MATERIALS PROVIDED:
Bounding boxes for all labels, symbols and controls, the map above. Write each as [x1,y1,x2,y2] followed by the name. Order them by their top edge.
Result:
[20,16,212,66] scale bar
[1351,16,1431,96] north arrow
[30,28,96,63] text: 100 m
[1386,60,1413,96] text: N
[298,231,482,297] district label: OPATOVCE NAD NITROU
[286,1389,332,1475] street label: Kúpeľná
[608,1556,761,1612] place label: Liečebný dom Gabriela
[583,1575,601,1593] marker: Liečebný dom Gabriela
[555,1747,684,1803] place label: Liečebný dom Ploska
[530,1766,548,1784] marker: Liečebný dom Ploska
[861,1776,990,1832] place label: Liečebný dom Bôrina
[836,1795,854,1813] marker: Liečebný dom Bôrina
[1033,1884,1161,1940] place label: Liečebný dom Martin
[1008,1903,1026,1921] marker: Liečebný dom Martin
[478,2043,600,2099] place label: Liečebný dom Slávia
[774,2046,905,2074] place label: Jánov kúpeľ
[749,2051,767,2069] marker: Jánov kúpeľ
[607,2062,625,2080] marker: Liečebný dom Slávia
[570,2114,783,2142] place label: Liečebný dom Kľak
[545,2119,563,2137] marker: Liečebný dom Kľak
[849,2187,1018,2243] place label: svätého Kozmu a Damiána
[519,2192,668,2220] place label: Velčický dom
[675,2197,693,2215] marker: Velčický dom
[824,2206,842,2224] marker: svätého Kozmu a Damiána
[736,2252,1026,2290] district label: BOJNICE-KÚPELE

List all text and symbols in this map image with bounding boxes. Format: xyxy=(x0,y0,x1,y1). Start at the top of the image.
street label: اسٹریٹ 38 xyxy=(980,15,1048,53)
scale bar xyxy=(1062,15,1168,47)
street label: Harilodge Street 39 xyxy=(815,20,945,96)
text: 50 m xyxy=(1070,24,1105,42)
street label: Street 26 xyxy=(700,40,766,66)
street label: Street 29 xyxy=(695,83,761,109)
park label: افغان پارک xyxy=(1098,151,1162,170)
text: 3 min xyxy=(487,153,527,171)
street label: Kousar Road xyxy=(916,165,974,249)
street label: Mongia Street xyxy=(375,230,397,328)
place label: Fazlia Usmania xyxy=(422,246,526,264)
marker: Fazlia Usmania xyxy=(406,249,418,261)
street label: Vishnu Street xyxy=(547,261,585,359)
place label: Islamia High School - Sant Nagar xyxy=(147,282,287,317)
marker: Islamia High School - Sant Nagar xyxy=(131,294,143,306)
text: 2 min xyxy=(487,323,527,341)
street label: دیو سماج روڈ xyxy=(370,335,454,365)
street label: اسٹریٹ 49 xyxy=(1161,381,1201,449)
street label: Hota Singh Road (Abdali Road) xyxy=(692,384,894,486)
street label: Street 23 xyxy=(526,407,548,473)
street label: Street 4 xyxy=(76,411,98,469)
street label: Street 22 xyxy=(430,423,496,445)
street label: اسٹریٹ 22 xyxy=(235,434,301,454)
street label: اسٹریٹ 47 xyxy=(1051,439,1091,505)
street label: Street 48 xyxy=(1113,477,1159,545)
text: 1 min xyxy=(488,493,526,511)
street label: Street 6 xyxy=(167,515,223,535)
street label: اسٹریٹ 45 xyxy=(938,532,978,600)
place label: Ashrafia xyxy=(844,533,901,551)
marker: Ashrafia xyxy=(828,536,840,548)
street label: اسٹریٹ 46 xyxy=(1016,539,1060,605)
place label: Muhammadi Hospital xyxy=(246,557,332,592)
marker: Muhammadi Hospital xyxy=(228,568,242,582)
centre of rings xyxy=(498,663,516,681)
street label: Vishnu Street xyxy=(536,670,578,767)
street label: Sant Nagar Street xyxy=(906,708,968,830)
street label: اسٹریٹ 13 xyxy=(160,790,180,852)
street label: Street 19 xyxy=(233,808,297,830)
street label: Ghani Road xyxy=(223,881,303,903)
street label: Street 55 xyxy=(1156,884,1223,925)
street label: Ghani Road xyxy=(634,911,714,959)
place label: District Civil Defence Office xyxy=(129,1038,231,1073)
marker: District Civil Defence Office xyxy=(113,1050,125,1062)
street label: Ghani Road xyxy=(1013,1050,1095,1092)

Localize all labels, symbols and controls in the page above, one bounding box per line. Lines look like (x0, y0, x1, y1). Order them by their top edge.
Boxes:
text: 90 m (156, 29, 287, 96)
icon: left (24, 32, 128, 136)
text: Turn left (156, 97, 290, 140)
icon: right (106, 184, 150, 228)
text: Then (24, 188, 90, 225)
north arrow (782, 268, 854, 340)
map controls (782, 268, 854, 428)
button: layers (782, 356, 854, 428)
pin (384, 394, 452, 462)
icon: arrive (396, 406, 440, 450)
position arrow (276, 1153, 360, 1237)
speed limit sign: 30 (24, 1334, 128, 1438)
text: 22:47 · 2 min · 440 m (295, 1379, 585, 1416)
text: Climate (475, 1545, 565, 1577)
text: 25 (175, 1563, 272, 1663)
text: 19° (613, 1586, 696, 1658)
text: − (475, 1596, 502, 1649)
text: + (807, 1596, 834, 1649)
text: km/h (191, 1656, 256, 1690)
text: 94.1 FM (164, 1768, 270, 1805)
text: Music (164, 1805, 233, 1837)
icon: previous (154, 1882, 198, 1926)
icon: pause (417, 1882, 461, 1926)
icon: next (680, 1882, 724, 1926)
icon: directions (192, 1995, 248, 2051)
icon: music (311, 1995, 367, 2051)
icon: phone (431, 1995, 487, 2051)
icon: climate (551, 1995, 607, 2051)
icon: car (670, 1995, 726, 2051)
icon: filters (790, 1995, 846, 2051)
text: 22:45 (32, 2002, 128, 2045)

WHAT YOU NEED TO DO: Copy out each line of the data containing the string "Hospital".

SOLUTION FOR THIS PROBLEM:
place label: Muhammadi Hospital xyxy=(246,557,332,592)
marker: Muhammadi Hospital xyxy=(228,568,242,582)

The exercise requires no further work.